### Work to be completed:
Search the records for the string "value", and show each line where it appears.

### Data shown:
-*-*-

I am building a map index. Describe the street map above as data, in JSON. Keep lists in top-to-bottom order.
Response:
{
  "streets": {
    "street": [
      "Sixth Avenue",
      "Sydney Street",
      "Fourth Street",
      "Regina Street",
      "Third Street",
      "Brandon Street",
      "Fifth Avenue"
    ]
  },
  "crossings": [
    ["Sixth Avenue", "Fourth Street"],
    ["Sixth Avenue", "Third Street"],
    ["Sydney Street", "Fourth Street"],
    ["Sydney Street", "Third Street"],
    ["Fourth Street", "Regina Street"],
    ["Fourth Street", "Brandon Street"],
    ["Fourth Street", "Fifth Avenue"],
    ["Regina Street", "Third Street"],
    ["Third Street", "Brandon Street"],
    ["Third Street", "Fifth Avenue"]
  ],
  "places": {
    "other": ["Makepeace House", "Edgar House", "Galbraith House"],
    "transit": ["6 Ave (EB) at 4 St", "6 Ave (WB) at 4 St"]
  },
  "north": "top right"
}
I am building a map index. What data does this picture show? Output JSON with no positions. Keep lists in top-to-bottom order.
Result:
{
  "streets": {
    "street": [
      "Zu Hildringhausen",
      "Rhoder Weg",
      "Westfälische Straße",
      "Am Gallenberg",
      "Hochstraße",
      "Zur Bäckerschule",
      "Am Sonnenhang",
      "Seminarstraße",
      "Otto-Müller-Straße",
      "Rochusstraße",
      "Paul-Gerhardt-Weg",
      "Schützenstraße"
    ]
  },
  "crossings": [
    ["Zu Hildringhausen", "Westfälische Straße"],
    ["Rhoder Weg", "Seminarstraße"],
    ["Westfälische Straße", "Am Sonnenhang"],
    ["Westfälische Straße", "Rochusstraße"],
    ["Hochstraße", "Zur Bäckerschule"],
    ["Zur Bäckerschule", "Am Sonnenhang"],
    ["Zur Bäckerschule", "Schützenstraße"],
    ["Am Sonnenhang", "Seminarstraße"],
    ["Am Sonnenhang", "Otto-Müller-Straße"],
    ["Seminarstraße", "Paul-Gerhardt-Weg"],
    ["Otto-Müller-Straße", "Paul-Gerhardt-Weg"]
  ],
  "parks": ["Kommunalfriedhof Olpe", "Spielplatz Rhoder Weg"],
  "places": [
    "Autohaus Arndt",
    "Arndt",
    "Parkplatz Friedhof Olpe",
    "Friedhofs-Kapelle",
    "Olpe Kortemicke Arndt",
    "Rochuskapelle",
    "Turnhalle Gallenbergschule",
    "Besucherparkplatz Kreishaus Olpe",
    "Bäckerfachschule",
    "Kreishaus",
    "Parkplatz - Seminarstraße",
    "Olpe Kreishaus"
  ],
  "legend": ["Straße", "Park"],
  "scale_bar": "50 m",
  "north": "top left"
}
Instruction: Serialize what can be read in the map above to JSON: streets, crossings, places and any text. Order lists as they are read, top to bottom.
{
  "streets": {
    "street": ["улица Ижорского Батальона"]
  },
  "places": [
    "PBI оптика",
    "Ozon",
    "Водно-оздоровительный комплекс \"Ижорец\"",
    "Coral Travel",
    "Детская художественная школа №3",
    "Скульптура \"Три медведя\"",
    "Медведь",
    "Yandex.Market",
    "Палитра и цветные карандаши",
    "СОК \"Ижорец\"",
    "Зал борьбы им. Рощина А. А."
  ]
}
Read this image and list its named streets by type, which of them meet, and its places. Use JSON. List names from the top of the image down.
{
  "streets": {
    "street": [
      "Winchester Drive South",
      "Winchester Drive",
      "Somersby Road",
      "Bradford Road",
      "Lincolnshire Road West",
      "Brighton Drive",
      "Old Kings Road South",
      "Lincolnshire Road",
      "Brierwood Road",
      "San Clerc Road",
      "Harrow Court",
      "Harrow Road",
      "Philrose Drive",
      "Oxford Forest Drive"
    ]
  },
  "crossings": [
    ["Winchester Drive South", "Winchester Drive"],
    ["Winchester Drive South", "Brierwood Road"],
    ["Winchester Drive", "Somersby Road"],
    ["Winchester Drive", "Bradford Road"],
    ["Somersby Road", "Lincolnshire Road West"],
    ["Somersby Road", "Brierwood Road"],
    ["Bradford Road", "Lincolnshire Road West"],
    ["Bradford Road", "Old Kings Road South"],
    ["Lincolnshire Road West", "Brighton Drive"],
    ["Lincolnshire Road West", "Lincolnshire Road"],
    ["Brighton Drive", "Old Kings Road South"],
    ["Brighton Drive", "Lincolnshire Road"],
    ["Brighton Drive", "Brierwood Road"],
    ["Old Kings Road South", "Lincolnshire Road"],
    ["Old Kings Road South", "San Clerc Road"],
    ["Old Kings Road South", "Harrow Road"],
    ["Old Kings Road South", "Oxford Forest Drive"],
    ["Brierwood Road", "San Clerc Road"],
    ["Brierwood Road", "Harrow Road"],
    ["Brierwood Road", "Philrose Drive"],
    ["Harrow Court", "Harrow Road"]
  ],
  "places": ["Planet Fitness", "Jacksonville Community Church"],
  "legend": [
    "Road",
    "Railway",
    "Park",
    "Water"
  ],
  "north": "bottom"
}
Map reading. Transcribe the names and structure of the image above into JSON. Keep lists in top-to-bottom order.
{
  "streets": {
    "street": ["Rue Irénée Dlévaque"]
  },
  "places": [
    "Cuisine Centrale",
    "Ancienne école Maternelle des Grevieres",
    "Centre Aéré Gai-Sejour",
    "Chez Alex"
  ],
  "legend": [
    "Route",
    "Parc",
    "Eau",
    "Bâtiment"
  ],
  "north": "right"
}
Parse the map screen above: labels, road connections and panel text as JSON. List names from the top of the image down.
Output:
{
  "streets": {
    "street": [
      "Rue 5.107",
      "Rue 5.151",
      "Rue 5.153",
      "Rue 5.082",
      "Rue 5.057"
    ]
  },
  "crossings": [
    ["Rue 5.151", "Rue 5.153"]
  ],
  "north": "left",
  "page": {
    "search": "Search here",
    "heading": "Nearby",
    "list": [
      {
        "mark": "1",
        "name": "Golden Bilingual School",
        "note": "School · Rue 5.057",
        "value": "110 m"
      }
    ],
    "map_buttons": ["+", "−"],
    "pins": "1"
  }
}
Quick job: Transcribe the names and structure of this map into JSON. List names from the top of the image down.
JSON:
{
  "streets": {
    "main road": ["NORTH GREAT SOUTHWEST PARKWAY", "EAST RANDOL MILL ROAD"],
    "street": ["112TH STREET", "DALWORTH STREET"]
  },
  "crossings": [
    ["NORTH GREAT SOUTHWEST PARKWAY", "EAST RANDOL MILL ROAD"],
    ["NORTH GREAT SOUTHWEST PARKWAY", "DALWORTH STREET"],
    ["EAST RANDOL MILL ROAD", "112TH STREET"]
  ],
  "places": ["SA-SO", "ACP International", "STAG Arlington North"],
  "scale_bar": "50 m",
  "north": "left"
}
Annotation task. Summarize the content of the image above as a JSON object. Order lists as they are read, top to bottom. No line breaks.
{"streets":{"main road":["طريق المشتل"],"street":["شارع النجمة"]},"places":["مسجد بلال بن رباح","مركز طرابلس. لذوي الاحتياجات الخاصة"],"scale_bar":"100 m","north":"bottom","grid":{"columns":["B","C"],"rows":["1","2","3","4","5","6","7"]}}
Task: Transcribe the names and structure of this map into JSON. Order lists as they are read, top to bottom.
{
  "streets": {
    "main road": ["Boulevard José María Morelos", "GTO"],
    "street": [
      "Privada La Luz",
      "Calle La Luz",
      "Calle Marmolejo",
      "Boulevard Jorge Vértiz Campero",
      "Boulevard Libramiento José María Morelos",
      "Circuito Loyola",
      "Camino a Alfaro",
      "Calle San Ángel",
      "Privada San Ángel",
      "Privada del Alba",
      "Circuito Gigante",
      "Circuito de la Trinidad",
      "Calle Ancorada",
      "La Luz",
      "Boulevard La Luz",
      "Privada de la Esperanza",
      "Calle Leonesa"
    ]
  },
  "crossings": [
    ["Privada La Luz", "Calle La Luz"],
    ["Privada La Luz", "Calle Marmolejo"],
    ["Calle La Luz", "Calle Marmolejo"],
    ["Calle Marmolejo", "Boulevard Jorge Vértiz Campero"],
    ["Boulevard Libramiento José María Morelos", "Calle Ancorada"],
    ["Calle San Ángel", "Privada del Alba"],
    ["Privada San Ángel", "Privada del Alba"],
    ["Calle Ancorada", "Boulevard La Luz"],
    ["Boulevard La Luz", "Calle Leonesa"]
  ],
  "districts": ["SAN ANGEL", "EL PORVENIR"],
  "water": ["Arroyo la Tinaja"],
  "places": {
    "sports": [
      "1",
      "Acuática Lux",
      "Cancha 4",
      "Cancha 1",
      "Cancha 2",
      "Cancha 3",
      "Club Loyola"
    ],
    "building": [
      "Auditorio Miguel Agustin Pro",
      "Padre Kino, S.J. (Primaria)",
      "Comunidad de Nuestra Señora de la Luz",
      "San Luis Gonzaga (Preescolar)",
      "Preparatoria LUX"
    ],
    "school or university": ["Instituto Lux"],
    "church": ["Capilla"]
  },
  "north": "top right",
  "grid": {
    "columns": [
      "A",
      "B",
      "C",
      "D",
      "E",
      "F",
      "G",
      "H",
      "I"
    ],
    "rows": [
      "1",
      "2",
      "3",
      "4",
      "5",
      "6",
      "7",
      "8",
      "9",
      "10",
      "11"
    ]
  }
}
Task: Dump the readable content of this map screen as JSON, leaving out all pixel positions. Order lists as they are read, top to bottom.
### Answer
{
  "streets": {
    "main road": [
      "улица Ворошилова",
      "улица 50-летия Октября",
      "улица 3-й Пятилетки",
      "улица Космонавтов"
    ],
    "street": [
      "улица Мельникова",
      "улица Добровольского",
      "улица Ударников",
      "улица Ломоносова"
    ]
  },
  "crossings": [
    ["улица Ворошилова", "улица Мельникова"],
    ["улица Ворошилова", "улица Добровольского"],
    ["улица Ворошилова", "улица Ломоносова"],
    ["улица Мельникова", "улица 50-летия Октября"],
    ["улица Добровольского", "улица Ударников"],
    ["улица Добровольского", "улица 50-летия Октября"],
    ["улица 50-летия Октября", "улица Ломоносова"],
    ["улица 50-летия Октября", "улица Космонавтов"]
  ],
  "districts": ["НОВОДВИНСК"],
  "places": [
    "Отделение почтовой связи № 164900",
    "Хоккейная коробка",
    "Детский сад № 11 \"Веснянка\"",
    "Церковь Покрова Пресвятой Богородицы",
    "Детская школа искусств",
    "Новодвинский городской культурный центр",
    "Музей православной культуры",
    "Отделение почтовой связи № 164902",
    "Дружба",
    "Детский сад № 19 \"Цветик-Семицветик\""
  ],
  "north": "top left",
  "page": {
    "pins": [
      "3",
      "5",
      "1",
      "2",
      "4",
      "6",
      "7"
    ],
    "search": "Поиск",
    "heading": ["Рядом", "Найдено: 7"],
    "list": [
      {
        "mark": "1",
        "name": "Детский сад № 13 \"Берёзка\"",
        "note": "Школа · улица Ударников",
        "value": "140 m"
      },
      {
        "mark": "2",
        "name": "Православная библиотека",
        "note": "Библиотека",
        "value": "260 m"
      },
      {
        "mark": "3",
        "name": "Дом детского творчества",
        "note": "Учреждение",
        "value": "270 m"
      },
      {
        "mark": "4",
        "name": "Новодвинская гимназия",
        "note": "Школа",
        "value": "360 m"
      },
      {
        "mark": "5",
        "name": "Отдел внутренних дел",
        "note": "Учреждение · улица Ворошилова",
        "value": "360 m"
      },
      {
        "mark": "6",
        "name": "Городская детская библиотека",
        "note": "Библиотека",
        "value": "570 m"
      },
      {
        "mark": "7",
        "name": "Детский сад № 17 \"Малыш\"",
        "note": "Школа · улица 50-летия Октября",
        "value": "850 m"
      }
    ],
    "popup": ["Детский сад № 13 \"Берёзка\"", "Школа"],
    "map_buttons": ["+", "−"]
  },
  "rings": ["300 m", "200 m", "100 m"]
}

-*-*-

### Response to this task:
        "value": "110 m"
        "value": "140 m"
        "value": "260 m"
        "value": "270 m"
        "value": "360 m"
        "value": "360 m"
        "value": "570 m"
        "value": "850 m"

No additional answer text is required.